Give every entry again, word for word.

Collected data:
-----
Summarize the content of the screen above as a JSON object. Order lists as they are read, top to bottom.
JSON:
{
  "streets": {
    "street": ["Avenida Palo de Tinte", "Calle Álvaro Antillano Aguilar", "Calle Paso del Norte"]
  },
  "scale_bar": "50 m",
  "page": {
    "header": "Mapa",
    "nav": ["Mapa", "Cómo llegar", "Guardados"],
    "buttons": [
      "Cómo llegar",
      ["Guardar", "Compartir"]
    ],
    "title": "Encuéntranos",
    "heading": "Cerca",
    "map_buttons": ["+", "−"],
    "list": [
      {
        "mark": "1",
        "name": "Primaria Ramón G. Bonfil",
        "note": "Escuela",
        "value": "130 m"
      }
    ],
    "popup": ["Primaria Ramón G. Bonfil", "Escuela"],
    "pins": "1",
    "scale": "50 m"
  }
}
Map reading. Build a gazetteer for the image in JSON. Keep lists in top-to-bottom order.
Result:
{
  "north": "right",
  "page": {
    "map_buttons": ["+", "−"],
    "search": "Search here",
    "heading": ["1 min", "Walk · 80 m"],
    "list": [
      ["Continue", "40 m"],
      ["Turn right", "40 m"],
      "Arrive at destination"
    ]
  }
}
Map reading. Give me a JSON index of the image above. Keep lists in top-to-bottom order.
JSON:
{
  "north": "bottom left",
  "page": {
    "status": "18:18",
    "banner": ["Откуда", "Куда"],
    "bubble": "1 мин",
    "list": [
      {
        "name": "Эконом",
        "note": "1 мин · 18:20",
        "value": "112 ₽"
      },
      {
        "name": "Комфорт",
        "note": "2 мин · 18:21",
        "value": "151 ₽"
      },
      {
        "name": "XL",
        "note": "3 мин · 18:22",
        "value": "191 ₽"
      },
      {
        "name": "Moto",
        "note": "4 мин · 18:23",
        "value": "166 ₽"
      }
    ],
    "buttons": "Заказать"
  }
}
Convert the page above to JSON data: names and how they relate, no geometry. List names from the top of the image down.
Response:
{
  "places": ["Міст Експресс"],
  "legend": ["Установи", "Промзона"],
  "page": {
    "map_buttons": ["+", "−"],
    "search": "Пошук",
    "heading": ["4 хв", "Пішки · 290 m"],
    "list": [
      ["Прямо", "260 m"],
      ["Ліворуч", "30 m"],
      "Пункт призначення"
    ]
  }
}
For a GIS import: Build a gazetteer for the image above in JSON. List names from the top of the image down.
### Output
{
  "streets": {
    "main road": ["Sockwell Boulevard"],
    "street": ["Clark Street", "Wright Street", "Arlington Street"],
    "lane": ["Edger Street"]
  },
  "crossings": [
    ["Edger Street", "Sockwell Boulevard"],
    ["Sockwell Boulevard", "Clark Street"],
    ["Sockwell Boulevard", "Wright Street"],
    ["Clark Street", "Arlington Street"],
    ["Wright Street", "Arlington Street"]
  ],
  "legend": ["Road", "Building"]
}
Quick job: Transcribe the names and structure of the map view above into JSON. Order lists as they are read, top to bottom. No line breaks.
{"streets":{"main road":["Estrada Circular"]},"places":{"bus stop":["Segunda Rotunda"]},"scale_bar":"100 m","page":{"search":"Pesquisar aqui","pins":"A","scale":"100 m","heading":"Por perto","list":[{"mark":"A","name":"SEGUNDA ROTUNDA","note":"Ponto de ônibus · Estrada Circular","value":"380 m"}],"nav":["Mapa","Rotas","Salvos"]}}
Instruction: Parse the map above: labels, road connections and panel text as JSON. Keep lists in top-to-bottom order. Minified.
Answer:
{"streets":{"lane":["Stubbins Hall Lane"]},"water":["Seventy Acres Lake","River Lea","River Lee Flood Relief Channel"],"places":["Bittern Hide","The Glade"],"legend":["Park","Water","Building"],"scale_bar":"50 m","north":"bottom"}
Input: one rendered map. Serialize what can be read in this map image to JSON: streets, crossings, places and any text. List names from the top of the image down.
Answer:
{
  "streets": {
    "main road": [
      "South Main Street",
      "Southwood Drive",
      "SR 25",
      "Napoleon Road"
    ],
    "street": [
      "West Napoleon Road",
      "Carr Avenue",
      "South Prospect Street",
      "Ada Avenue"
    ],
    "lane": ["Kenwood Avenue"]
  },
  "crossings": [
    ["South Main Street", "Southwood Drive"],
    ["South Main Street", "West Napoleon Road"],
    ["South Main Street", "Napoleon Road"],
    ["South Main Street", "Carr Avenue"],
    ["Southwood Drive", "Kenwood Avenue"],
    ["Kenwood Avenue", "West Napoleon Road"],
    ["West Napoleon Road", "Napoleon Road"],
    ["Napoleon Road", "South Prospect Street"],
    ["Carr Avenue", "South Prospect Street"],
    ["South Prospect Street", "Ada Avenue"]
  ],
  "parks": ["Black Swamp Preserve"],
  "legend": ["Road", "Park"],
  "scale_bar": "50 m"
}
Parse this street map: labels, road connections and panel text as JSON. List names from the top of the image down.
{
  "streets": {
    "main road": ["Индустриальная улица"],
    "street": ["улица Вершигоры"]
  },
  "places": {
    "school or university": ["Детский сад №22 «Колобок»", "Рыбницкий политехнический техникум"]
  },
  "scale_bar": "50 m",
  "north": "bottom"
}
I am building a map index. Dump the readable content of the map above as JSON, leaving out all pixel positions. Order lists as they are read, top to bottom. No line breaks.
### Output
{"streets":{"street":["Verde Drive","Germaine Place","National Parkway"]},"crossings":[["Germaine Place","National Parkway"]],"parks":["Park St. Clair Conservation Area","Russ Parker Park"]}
-----
RESPONSE TO THIS TASK:
Summarize the content of the screen above as a JSON object. Order lists as they are read, top to bottom.
JSON:
{
  "streets": {
    "street": ["Avenida Palo de Tinte", "Calle Álvaro Antillano Aguilar", "Calle Paso del Norte"]
  },
  "scale_bar": "50 m",
  "page": {
    "header": "Mapa",
    "nav": ["Mapa", "Cómo llegar", "Guardados"],
    "buttons": [
      "Cómo llegar",
      ["Guardar", "Compartir"]
    ],
    "title": "Encuéntranos",
    "heading": "Cerca",
    "map_buttons": ["+", "−"],
    "list": [
      {
        "mark": "1",
        "name": "Primaria Ramón G. Bonfil",
        "note": "Escuela",
        "value": "130 m"
      }
    ],
    "popup": ["Primaria Ramón G. Bonfil", "Escuela"],
    "pins": "1",
    "scale": "50 m"
  }
}
Map reading. Build a gazetteer for the image in JSON. Keep lists in top-to-bottom order.
Result:
{
  "north": "right",
  "page": {
    "map_buttons": ["+", "−"],
    "search": "Search here",
    "heading": ["1 min", "Walk · 80 m"],
    "list": [
      ["Continue", "40 m"],
      ["Turn right", "40 m"],
      "Arrive at destination"
    ]
  }
}
Map reading. Give me a JSON index of the image above. Keep lists in top-to-bottom order.
JSON:
{
  "north": "bottom left",
  "page": {
    "status": "18:18",
    "banner": ["Откуда", "Куда"],
    "bubble": "1 мин",
    "list": [
      {
        "name": "Эконом",
        "note": "1 мин · 18:20",
        "value": "112 ₽"
      },
      {
        "name": "Комфорт",
        "note": "2 мин · 18:21",
        "value": "151 ₽"
      },
      {
        "name": "XL",
        "note": "3 мин · 18:22",
        "value": "191 ₽"
      },
      {
        "name": "Moto",
        "note": "4 мин · 18:23",
        "value": "166 ₽"
      }
    ],
    "buttons": "Заказать"
  }
}
Convert the page above to JSON data: names and how they relate, no geometry. List names from the top of the image down.
Response:
{
  "places": ["Міст Експресс"],
  "legend": ["Установи", "Промзона"],
  "page": {
    "map_buttons": ["+", "−"],
    "search": "Пошук",
    "heading": ["4 хв", "Пішки · 290 m"],
    "list": [
      ["Прямо", "260 m"],
      ["Ліворуч", "30 m"],
      "Пункт призначення"
    ]
  }
}
For a GIS import: Build a gazetteer for the image above in JSON. List names from the top of the image down.
### Output
{
  "streets": {
    "main road": ["Sockwell Boulevard"],
    "street": ["Clark Street", "Wright Street", "Arlington Street"],
    "lane": ["Edger Street"]
  },
  "crossings": [
    ["Edger Street", "Sockwell Boulevard"],
    ["Sockwell Boulevard", "Clark Street"],
    ["Sockwell Boulevard", "Wright Street"],
    ["Clark Street", "Arlington Street"],
    ["Wright Street", "Arlington Street"]
  ],
  "legend": ["Road", "Building"]
}
Quick job: Transcribe the names and structure of the map view above into JSON. Order lists as they are read, top to bottom. No line breaks.
{"streets":{"main road":["Estrada Circular"]},"places":{"bus stop":["Segunda Rotunda"]},"scale_bar":"100 m","page":{"search":"Pesquisar aqui","pins":"A","scale":"100 m","heading":"Por perto","list":[{"mark":"A","name":"SEGUNDA ROTUNDA","note":"Ponto de ônibus · Estrada Circular","value":"380 m"}],"nav":["Mapa","Rotas","Salvos"]}}
Instruction: Parse the map above: labels, road connections and panel text as JSON. Keep lists in top-to-bottom order. Minified.
Answer:
{"streets":{"lane":["Stubbins Hall Lane"]},"water":["Seventy Acres Lake","River Lea","River Lee Flood Relief Channel"],"places":["Bittern Hide","The Glade"],"legend":["Park","Water","Building"],"scale_bar":"50 m","north":"bottom"}
Input: one rendered map. Serialize what can be read in this map image to JSON: streets, crossings, places and any text. List names from the top of the image down.
Answer:
{
  "streets": {
    "main road": [
      "South Main Street",
      "Southwood Drive",
      "SR 25",
      "Napoleon Road"
    ],
    "street": [
      "West Napoleon Road",
      "Carr Avenue",
      "South Prospect Street",
      "Ada Avenue"
    ],
    "lane": ["Kenwood Avenue"]
  },
  "crossings": [
    ["South Main Street", "Southwood Drive"],
    ["South Main Street", "West Napoleon Road"],
    ["South Main Street", "Napoleon Road"],
    ["South Main Street", "Carr Avenue"],
    ["Southwood Drive", "Kenwood Avenue"],
    ["Kenwood Avenue", "West Napoleon Road"],
    ["West Napoleon Road", "Napoleon Road"],
    ["Napoleon Road", "South Prospect Street"],
    ["Carr Avenue", "South Prospect Street"],
    ["South Prospect Street", "Ada Avenue"]
  ],
  "parks": ["Black Swamp Preserve"],
  "legend": ["Road", "Park"],
  "scale_bar": "50 m"
}
Parse this street map: labels, road connections and panel text as JSON. List names from the top of the image down.
{
  "streets": {
    "main road": ["Индустриальная улица"],
    "street": ["улица Вершигоры"]
  },
  "places": {
    "school or university": ["Детский сад №22 «Колобок»", "Рыбницкий политехнический техникум"]
  },
  "scale_bar": "50 m",
  "north": "bottom"
}
I am building a map index. Dump the readable content of the map above as JSON, leaving out all pixel positions. Order lists as they are read, top to bottom. No line breaks.
### Output
{"streets":{"street":["Verde Drive","Germaine Place","National Parkway"]},"crossings":[["Germaine Place","National Parkway"]],"parks":["Park St. Clair Conservation Area","Russ Parker Park"]}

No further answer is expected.